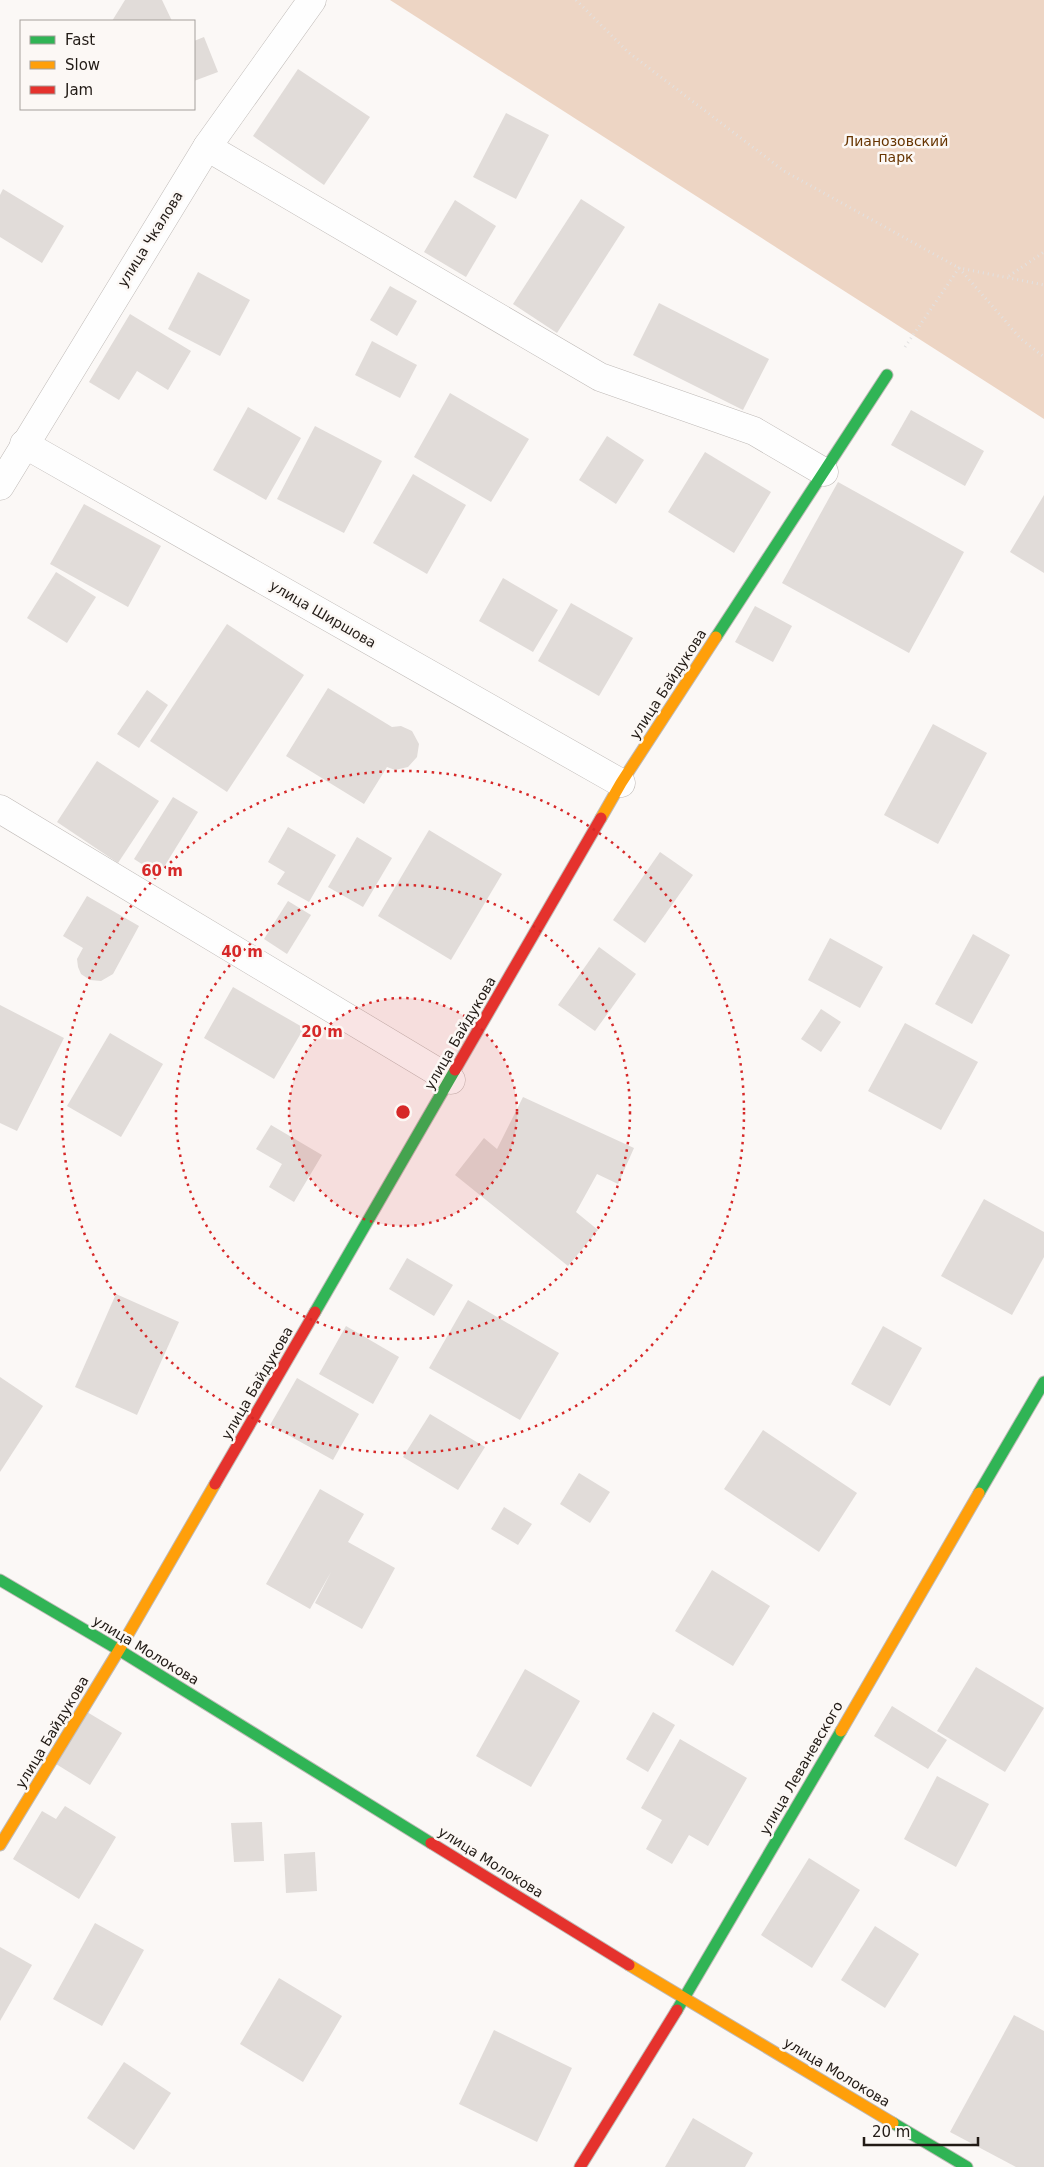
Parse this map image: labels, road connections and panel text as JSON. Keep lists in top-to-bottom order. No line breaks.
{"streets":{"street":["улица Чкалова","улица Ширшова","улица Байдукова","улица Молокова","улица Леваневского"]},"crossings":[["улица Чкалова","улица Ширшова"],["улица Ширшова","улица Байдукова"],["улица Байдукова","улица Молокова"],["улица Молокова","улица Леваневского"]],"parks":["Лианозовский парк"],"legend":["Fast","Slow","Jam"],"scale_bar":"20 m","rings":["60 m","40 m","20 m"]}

==

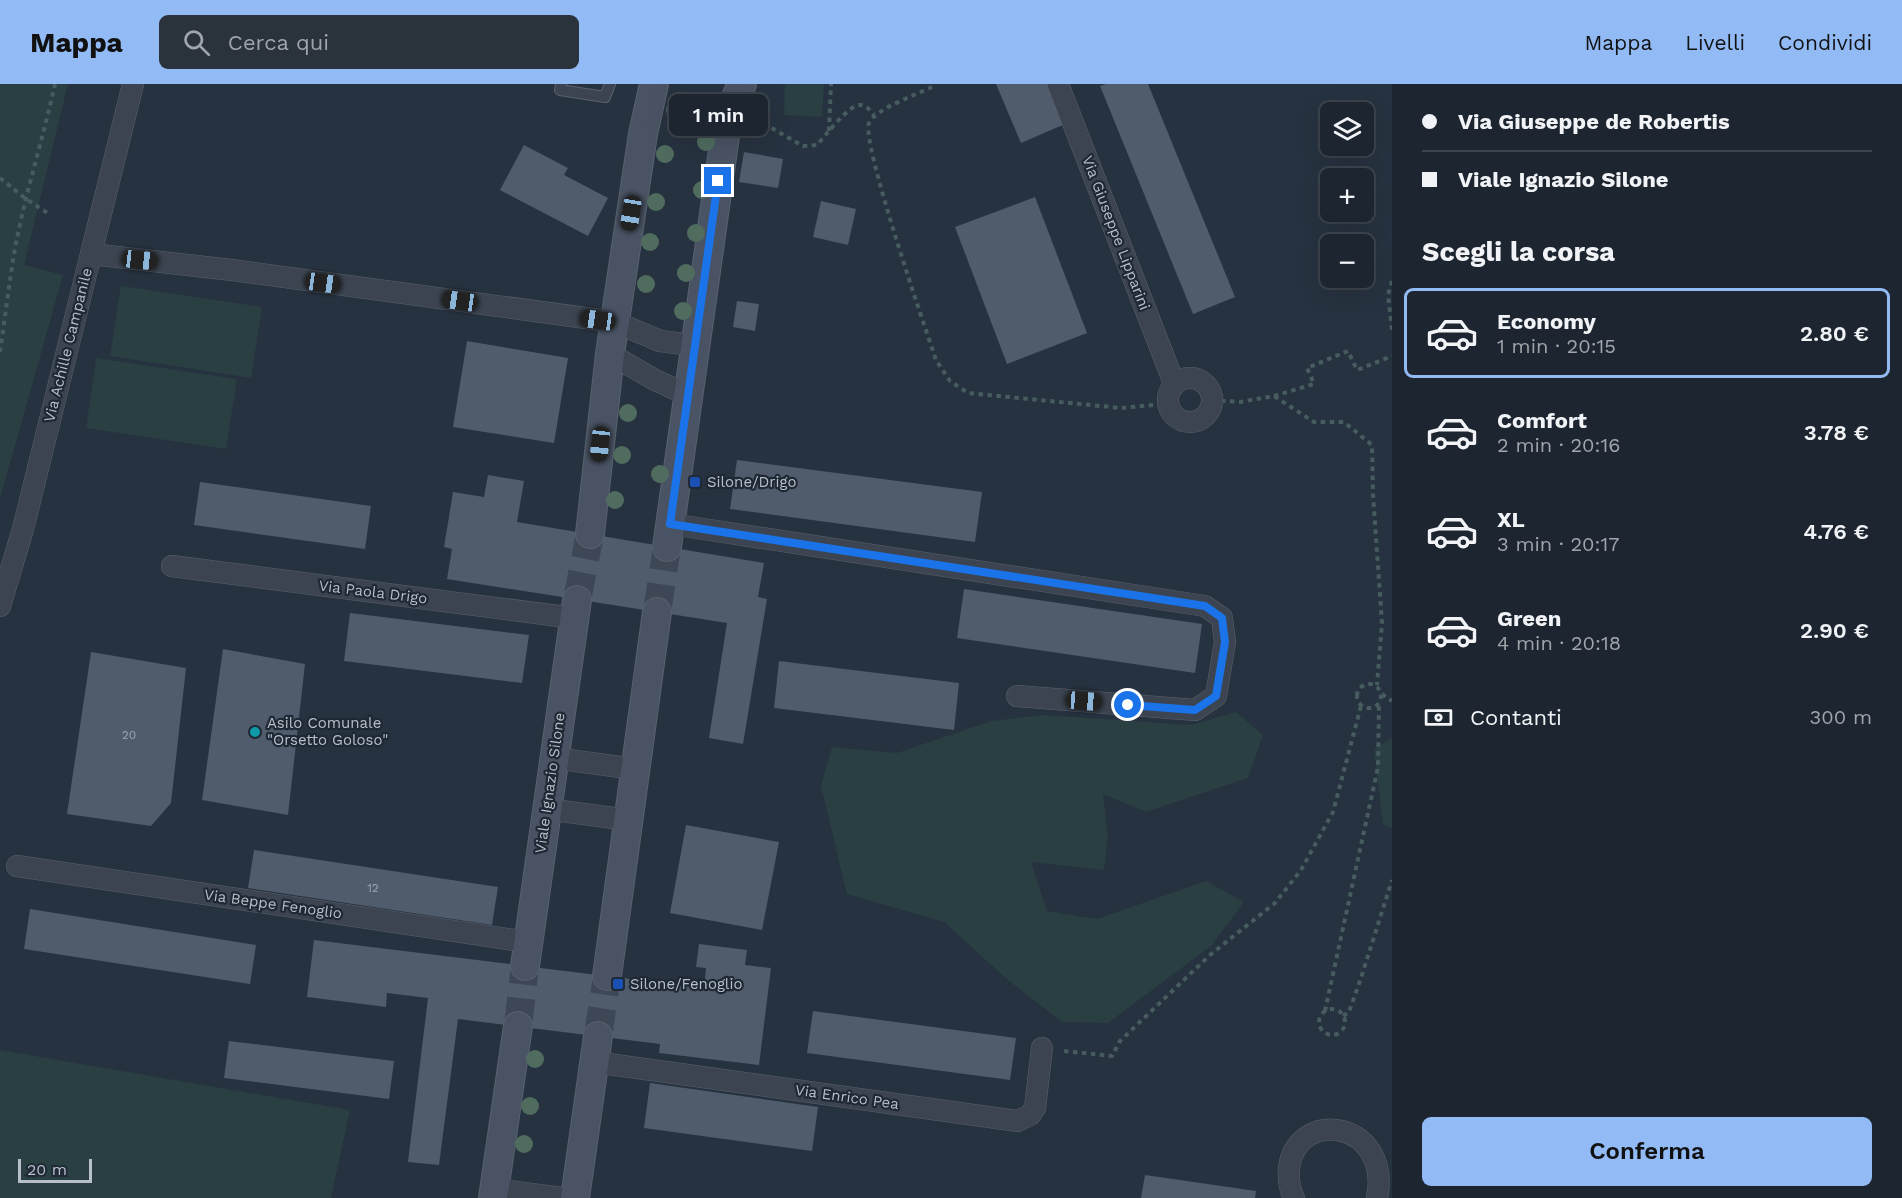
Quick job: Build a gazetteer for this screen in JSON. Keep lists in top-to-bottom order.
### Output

...

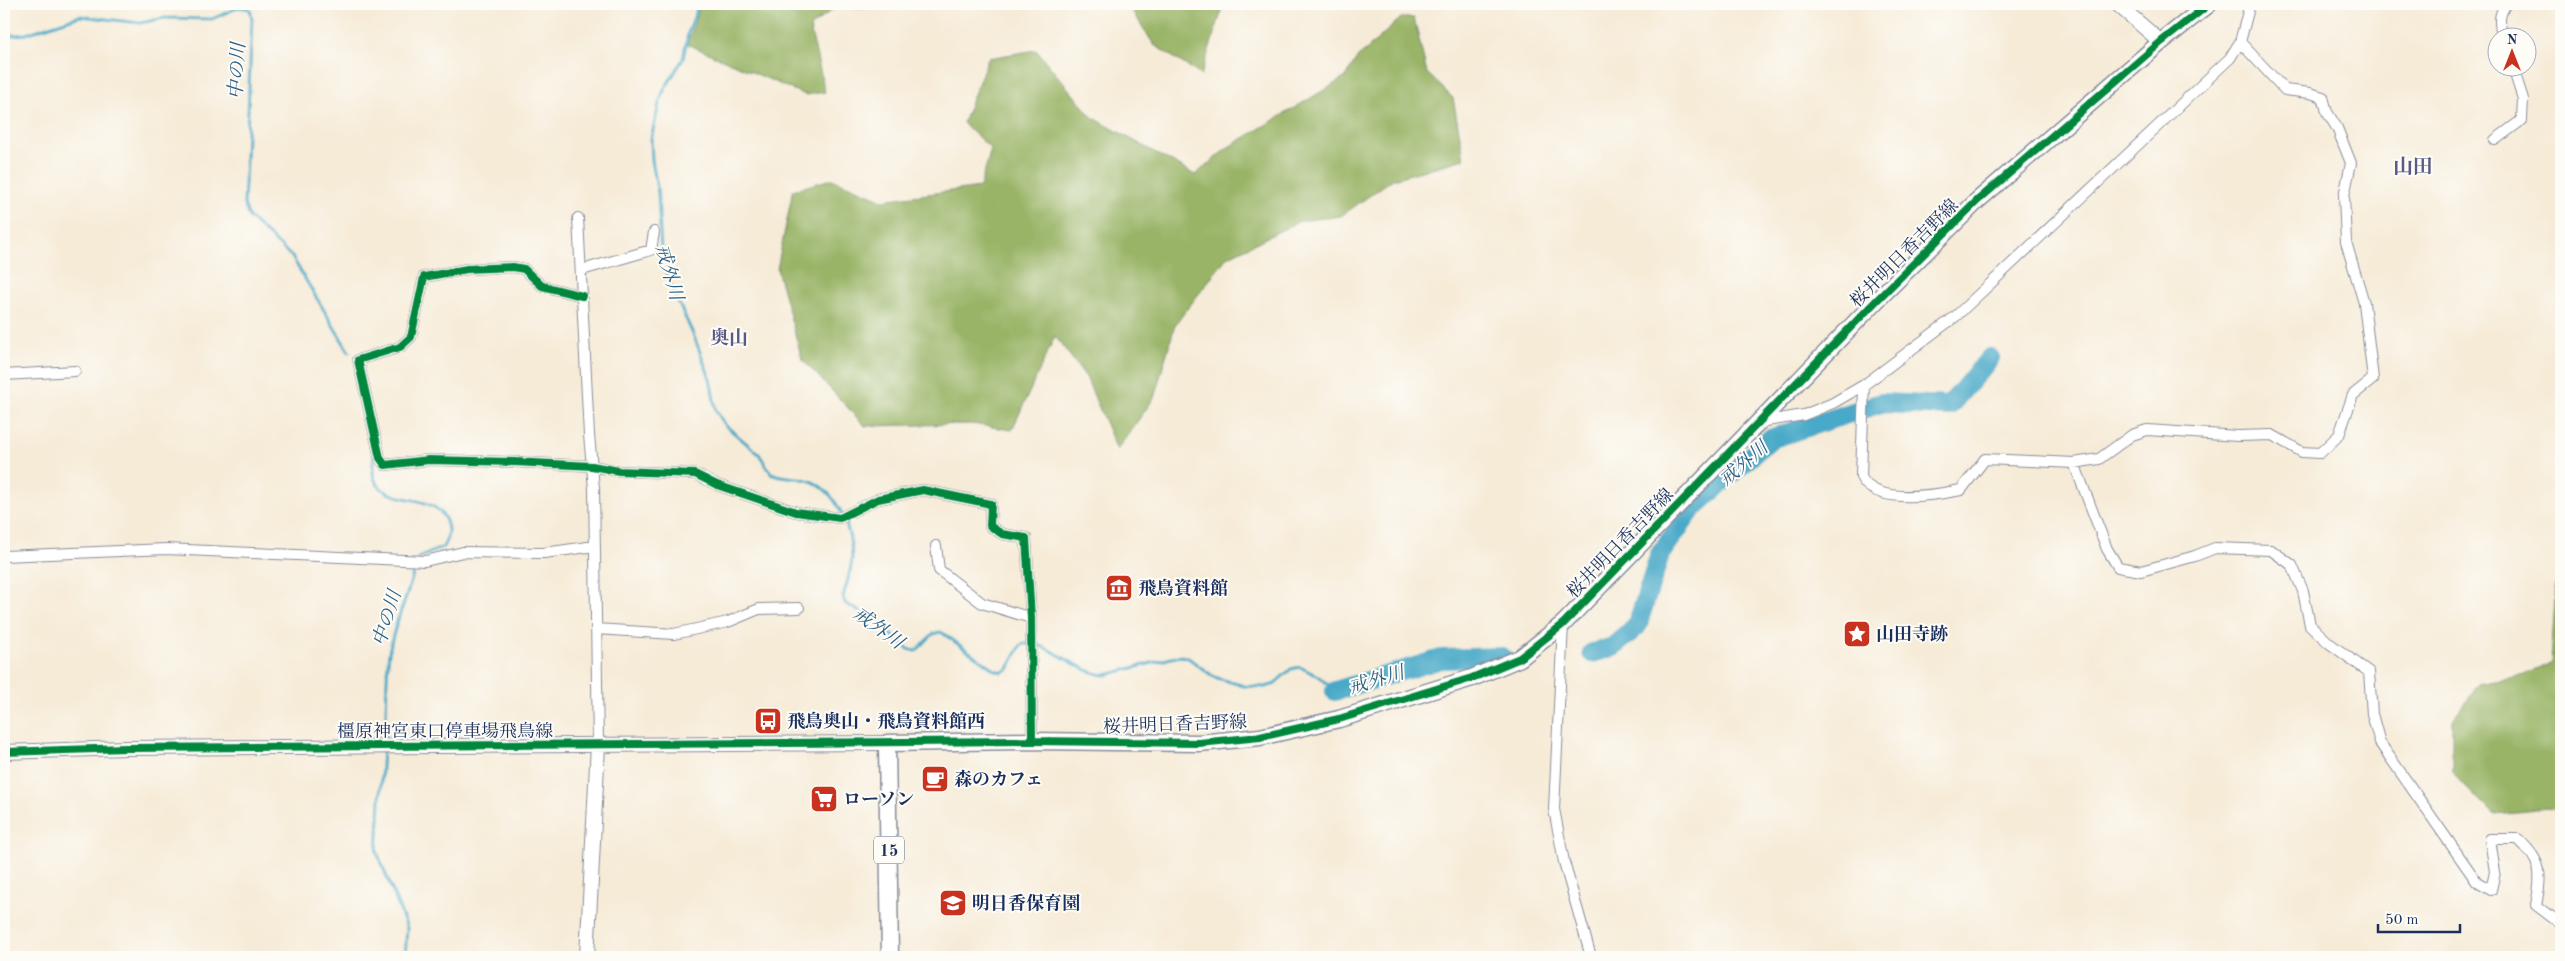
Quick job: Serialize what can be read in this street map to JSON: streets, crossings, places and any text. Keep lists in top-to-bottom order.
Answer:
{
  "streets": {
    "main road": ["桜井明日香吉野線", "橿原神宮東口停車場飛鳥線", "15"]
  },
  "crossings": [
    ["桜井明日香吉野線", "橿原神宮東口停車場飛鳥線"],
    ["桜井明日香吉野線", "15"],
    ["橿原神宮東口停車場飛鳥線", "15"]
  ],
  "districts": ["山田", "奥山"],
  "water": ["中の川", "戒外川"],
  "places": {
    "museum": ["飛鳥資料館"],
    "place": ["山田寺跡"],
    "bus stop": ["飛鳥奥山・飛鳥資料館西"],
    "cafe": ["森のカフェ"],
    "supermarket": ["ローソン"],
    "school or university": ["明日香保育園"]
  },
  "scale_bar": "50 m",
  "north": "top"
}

> [WORK ORDER] Scan the data, and report each line that uses the word "Quick".

> [OUTPUT FOR THIS TASK]
Quick job: Build a gazetteer for this screen in JSON. Keep lists in top-to-bottom order.
Quick job: Serialize what can be read in this street map to JSON: streets, crossings, places and any text. Keep lists in top-to-bottom order.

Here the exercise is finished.